*** Records supplied

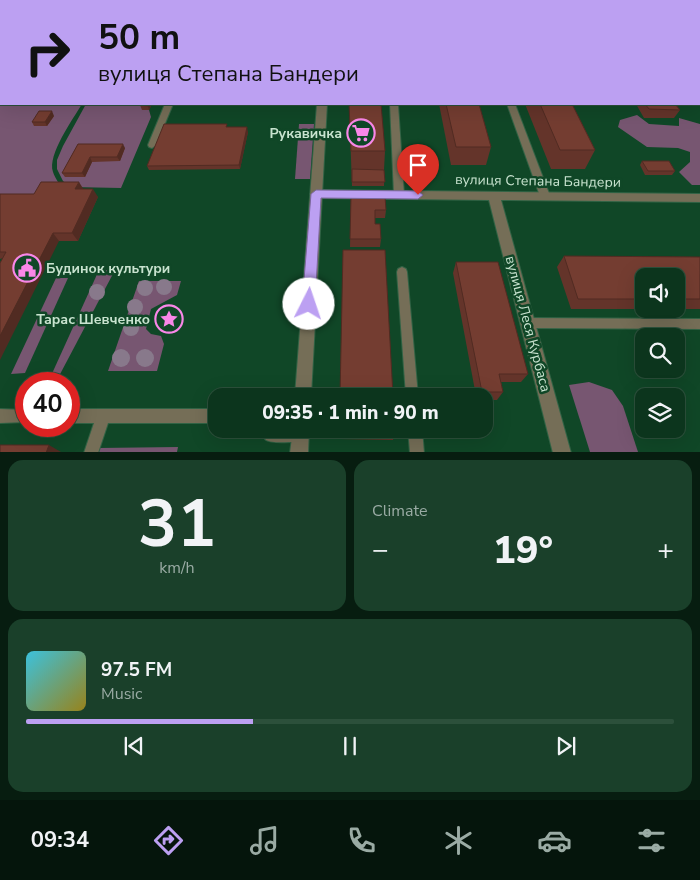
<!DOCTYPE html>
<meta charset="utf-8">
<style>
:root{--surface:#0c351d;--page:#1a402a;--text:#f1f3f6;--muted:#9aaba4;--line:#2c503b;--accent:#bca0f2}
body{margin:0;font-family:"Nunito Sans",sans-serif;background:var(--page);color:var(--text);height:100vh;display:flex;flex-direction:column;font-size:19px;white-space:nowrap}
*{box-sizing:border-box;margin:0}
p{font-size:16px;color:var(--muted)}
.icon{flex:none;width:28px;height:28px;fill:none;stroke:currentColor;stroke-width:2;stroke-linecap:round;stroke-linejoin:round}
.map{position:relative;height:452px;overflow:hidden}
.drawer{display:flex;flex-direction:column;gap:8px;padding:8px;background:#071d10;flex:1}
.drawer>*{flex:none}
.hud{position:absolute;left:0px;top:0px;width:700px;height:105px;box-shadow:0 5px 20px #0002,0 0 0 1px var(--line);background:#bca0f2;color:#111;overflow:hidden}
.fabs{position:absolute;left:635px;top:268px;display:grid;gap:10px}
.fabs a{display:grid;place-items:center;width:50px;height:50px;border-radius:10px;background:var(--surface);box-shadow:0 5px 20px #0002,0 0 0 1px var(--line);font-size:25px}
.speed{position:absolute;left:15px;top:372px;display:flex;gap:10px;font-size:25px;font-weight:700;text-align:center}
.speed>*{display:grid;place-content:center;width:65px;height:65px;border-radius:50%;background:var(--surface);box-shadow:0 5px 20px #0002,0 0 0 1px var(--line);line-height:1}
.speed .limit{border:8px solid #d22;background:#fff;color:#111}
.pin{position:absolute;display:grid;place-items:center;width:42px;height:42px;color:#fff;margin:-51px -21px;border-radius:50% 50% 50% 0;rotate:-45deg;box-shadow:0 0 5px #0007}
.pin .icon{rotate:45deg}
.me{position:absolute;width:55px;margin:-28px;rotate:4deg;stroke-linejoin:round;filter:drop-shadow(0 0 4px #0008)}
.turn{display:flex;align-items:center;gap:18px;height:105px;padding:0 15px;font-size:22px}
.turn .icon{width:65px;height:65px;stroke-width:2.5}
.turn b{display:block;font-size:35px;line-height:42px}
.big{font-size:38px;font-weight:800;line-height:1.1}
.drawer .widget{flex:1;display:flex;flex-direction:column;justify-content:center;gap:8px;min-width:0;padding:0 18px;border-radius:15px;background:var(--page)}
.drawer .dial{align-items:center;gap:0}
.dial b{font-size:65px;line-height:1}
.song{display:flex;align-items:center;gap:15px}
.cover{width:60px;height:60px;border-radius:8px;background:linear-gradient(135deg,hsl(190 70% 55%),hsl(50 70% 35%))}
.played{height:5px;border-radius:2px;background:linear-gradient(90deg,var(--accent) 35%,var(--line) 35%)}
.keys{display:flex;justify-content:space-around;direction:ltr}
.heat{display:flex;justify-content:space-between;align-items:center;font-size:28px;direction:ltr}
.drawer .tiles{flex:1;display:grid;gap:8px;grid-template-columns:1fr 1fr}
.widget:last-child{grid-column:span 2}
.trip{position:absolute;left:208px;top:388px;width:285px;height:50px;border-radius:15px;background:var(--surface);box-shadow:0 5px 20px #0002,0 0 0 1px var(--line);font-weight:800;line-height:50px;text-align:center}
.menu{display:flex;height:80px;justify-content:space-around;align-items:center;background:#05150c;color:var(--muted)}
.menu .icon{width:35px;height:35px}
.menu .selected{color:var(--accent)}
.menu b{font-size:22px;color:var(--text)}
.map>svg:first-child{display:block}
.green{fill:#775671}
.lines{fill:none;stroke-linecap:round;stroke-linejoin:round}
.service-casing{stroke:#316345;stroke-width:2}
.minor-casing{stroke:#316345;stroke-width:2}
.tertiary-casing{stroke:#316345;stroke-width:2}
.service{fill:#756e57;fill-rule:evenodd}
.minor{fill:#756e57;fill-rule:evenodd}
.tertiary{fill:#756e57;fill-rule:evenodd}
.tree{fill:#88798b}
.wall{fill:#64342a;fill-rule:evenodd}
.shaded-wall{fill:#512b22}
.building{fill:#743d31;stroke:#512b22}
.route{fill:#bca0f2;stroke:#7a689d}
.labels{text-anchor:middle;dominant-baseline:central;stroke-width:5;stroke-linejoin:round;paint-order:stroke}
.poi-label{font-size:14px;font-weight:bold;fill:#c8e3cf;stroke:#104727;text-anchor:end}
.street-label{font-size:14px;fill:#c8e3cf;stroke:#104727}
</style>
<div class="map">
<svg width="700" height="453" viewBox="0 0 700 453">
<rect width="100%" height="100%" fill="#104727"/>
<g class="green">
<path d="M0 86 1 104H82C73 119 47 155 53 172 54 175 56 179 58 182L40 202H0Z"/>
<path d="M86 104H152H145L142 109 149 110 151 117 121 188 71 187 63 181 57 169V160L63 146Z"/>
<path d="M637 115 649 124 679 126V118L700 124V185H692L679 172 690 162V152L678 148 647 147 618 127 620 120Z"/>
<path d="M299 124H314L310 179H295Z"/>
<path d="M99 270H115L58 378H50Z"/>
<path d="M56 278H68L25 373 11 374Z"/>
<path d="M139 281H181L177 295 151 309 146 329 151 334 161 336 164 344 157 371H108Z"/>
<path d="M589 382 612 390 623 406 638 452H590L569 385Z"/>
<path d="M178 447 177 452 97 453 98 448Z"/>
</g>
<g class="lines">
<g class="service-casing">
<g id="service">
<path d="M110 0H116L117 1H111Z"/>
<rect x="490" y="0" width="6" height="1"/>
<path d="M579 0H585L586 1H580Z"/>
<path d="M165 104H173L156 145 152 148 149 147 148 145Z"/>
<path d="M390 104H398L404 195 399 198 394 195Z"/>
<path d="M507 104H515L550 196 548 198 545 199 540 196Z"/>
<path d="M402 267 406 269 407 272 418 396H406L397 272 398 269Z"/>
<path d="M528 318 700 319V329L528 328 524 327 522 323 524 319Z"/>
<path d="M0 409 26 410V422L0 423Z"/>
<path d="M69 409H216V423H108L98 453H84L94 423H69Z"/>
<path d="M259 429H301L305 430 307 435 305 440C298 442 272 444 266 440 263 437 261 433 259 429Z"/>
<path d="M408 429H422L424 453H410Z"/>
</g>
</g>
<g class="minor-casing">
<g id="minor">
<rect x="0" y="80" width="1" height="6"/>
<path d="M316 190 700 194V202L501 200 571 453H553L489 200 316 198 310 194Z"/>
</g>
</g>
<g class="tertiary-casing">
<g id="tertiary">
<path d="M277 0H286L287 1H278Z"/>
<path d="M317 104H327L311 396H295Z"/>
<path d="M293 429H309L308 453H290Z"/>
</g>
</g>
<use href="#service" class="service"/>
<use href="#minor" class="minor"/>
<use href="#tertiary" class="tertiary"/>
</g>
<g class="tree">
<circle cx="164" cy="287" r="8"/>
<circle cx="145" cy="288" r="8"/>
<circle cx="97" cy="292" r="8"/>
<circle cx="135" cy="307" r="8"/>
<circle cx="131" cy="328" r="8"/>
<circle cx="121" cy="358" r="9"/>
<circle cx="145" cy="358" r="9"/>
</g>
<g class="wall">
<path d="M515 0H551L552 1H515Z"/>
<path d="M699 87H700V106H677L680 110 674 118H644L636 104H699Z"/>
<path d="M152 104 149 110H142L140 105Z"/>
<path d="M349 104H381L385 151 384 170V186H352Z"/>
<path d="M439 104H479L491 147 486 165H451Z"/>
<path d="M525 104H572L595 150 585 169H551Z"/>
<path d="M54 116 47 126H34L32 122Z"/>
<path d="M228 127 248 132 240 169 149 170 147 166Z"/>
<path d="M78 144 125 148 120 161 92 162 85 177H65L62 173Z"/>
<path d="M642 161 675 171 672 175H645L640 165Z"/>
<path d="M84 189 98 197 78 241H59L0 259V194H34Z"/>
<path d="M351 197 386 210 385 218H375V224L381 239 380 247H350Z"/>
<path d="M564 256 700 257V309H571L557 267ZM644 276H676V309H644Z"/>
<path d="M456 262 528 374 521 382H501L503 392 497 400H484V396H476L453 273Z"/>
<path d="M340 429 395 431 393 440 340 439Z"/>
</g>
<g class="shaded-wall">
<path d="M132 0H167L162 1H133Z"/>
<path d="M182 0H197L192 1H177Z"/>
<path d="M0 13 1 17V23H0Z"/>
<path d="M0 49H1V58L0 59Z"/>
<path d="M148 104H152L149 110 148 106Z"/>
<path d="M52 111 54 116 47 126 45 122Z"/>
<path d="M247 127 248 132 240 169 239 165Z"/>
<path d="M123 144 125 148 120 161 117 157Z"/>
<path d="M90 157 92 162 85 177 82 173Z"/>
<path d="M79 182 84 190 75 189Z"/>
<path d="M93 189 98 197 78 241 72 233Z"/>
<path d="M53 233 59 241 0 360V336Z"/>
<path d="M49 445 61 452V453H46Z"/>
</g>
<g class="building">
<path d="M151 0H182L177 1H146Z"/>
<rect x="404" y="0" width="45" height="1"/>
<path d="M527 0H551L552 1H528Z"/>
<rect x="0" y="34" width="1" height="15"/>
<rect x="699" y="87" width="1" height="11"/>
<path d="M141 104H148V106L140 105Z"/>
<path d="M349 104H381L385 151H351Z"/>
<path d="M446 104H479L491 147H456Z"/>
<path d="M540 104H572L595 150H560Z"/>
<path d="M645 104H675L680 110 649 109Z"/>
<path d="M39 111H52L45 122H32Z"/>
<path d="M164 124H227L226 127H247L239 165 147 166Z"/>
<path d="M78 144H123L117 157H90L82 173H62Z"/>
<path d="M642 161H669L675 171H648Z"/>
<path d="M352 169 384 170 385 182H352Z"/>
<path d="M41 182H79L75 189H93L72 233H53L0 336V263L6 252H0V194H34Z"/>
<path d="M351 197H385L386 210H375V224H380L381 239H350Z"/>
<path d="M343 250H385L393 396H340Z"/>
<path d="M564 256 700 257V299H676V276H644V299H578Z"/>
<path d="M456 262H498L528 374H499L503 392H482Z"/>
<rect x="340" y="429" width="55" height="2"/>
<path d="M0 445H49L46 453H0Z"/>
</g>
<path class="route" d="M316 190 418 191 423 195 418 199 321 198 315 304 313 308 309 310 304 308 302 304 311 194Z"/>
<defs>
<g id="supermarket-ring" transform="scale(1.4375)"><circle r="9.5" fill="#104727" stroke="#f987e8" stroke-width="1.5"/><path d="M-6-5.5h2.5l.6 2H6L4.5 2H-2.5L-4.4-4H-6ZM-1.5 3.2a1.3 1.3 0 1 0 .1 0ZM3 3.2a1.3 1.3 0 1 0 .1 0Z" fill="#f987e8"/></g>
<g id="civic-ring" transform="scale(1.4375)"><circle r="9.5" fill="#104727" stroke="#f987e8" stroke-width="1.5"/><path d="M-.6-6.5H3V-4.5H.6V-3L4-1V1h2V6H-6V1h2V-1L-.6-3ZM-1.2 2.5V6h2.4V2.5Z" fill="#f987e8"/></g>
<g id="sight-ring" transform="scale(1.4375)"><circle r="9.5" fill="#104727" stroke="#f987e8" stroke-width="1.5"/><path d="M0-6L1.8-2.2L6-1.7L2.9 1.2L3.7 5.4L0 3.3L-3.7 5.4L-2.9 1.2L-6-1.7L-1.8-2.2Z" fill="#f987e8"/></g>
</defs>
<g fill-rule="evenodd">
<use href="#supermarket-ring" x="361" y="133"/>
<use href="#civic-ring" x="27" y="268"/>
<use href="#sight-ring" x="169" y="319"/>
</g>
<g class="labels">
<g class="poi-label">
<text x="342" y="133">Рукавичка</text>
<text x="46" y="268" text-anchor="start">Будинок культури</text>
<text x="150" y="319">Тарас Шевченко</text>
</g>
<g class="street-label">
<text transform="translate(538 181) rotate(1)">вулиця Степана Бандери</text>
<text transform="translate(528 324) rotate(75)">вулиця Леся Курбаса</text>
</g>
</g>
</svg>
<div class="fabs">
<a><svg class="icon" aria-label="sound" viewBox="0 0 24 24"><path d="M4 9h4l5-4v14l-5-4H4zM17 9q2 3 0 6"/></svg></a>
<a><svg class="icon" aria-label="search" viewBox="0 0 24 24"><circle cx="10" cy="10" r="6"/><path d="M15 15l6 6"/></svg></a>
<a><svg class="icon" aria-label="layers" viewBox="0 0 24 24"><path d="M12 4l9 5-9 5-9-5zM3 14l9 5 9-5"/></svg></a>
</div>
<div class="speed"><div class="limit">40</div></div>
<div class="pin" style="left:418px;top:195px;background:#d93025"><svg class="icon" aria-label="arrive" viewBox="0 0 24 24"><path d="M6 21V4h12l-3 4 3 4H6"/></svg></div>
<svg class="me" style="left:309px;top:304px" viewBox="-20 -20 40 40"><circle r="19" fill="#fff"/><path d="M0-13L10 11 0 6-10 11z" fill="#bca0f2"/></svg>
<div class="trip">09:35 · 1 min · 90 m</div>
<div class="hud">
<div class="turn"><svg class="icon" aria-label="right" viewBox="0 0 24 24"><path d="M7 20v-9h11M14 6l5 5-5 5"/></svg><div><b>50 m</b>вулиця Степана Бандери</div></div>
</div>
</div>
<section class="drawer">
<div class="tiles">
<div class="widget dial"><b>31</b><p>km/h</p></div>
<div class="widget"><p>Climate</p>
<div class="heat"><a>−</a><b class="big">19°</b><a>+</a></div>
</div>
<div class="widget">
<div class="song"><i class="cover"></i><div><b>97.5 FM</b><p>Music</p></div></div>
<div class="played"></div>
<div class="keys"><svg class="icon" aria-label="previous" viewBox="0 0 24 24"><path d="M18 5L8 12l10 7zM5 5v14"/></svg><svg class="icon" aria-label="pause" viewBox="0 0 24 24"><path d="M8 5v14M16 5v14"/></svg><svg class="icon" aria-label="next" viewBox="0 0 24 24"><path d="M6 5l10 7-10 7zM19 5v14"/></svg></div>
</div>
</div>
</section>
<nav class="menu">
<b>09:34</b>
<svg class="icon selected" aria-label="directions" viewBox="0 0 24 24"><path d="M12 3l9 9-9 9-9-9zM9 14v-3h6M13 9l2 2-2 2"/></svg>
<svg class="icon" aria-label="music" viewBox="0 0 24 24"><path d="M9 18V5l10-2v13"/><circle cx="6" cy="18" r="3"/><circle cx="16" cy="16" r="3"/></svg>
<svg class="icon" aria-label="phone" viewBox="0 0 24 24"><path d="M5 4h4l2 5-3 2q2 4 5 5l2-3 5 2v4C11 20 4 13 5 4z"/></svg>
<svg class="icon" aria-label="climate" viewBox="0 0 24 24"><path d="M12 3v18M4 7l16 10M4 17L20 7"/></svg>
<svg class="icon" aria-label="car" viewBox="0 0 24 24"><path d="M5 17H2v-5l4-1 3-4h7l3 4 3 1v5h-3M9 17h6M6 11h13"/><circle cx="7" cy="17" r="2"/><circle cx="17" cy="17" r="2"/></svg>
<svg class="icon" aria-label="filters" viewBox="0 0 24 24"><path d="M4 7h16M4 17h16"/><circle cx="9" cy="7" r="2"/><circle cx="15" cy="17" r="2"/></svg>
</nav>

******
*** Records supplied

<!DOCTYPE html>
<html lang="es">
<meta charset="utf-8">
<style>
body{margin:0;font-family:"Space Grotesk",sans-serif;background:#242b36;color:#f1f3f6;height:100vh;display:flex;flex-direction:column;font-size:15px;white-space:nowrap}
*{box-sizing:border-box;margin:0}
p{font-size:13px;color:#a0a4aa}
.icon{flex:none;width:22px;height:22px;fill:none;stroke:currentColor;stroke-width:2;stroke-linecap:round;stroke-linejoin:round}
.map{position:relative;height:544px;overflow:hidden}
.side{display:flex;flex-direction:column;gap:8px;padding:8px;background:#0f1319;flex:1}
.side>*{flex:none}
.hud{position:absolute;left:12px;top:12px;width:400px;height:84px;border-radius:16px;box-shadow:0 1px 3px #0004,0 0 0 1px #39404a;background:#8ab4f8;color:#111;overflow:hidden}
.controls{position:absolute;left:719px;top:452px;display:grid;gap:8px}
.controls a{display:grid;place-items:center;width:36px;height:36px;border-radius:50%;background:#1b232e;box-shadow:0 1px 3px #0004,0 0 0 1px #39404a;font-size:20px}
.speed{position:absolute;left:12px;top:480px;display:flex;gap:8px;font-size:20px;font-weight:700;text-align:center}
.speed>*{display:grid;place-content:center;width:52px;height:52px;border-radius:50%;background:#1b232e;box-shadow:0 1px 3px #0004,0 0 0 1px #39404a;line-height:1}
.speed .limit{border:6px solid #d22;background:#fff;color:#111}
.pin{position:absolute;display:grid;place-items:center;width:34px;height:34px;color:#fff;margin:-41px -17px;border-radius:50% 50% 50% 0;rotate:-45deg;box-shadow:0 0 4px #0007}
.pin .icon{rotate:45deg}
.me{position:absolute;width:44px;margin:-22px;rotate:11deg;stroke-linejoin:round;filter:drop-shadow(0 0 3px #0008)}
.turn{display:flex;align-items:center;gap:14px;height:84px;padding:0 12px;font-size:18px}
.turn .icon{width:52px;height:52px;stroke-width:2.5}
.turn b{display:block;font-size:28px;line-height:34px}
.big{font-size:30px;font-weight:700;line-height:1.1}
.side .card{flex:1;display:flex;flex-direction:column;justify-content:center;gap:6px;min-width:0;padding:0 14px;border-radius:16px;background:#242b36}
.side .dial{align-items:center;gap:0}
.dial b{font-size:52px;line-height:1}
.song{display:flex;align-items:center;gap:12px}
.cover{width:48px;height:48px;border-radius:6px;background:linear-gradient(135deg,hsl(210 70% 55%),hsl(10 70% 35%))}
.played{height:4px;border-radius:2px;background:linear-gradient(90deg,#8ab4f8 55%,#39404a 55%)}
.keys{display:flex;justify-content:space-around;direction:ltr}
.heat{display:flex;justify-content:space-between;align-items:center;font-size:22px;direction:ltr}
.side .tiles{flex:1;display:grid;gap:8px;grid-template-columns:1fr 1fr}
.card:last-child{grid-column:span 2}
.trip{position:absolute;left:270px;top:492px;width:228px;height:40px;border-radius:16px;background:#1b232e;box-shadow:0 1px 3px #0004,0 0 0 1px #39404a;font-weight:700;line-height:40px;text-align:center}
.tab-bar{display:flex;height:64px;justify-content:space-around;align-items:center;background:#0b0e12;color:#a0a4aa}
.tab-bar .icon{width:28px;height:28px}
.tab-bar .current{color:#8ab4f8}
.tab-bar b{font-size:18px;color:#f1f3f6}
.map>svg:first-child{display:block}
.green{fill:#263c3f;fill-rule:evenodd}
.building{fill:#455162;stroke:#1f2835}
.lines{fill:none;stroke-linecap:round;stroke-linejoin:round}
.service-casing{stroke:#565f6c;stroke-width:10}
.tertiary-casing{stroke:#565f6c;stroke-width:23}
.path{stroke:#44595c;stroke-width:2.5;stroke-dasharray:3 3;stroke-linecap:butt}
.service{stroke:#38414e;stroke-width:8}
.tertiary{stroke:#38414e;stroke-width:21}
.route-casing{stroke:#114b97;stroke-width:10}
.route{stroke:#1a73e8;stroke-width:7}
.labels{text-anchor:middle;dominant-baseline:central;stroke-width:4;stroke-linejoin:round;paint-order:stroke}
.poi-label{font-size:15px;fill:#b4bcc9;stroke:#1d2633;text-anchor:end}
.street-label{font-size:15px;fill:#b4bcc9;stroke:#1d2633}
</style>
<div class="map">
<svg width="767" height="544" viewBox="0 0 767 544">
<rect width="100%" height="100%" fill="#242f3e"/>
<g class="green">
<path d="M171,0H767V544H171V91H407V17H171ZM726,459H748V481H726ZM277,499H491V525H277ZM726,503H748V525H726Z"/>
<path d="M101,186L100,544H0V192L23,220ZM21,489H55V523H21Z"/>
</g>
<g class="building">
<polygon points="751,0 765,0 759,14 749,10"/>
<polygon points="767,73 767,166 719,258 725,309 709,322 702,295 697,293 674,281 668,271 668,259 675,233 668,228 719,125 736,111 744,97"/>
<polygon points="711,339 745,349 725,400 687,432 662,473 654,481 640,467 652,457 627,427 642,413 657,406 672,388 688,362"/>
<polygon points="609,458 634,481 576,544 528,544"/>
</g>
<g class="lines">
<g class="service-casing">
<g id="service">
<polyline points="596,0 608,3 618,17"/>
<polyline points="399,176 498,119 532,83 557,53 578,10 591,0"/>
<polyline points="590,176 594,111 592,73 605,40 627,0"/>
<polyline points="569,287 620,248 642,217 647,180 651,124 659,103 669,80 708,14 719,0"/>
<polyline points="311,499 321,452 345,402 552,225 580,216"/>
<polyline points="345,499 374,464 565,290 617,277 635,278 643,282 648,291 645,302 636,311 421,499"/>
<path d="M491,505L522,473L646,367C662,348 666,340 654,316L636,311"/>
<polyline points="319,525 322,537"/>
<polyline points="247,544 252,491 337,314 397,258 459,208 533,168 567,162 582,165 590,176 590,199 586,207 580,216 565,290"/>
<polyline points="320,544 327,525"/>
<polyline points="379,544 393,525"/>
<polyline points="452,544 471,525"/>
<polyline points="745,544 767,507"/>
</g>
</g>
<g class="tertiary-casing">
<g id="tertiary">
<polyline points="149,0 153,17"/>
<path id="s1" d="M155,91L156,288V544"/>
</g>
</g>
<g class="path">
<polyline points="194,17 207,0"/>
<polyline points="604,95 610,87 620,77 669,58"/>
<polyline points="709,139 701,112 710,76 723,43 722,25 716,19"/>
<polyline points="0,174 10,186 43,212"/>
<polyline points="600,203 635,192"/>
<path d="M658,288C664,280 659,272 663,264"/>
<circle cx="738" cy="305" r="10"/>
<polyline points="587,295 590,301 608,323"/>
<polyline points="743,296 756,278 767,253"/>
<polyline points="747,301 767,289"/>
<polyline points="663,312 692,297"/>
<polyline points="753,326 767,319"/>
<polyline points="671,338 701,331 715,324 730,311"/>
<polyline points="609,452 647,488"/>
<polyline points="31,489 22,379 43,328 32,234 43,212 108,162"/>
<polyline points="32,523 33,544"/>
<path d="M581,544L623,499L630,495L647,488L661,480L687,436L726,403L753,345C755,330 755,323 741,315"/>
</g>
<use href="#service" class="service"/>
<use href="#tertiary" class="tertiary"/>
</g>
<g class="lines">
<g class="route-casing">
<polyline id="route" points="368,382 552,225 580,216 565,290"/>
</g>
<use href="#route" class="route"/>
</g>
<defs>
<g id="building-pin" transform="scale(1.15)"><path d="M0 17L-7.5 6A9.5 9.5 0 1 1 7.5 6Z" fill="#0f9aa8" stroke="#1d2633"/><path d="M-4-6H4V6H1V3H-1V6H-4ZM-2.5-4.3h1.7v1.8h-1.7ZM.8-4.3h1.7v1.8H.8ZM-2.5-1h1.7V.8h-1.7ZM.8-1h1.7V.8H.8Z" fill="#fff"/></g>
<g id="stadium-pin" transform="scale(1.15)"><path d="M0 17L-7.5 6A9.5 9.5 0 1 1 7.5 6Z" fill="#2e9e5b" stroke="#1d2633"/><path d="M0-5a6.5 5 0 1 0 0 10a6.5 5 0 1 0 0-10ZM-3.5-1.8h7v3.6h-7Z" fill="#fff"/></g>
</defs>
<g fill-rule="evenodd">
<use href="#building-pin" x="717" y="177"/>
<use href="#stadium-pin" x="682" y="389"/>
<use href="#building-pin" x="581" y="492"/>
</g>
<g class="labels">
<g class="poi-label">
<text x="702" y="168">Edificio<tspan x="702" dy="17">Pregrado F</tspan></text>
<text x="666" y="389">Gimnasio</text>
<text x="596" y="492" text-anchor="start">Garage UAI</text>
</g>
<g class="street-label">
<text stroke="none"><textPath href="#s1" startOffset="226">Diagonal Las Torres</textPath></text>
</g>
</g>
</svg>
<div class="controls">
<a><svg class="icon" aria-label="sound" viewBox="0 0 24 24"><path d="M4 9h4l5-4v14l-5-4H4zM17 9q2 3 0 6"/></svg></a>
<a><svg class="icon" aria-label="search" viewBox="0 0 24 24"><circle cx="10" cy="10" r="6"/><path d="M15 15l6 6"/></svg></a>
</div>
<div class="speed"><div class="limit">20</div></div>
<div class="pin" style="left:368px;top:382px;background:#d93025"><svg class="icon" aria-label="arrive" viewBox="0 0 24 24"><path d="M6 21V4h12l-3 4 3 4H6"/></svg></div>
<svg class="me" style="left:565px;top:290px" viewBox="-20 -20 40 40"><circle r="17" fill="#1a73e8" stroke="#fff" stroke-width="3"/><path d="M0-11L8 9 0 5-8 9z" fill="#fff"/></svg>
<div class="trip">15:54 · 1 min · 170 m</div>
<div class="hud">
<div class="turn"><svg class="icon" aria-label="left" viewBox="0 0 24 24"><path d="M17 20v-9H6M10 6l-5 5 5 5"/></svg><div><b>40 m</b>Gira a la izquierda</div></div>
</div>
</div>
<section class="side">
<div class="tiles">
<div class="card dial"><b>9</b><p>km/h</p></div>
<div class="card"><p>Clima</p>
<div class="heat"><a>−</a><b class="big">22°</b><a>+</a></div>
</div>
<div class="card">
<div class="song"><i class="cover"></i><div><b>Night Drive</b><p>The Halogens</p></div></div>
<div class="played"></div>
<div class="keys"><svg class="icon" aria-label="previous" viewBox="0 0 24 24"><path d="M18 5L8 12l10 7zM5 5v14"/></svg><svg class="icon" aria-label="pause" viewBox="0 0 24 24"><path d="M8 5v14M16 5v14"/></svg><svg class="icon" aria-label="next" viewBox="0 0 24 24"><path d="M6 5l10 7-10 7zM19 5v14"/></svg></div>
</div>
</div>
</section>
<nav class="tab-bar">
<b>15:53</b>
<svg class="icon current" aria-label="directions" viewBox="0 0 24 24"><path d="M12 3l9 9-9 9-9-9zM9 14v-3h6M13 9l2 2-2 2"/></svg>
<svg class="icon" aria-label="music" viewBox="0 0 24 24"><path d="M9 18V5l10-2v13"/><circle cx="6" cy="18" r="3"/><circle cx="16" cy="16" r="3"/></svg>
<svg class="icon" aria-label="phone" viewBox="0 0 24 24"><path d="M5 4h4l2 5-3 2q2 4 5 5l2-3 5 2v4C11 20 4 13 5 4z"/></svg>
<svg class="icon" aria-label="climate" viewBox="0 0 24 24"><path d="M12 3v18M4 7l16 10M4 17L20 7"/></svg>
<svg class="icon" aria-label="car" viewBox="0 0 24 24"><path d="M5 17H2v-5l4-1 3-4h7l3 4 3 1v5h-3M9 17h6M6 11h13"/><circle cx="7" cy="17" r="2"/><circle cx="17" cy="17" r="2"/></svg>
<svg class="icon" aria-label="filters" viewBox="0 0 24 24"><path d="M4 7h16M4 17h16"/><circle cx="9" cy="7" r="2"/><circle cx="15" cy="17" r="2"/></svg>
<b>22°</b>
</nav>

******

### About this task
Copy out the lines of the data where the string "fabs" occurs.

### Solved problem
.fabs{position:absolute;left:635px;top:268px;display:grid;gap:10px}
.fabs a{display:grid;place-items:center;width:50px;height:50px;border-radius:10px;background:var(--surface);box-shadow:0 5px 20px #0002,0 0 0 1px var(--line);font-size:25px}
<div class="fabs">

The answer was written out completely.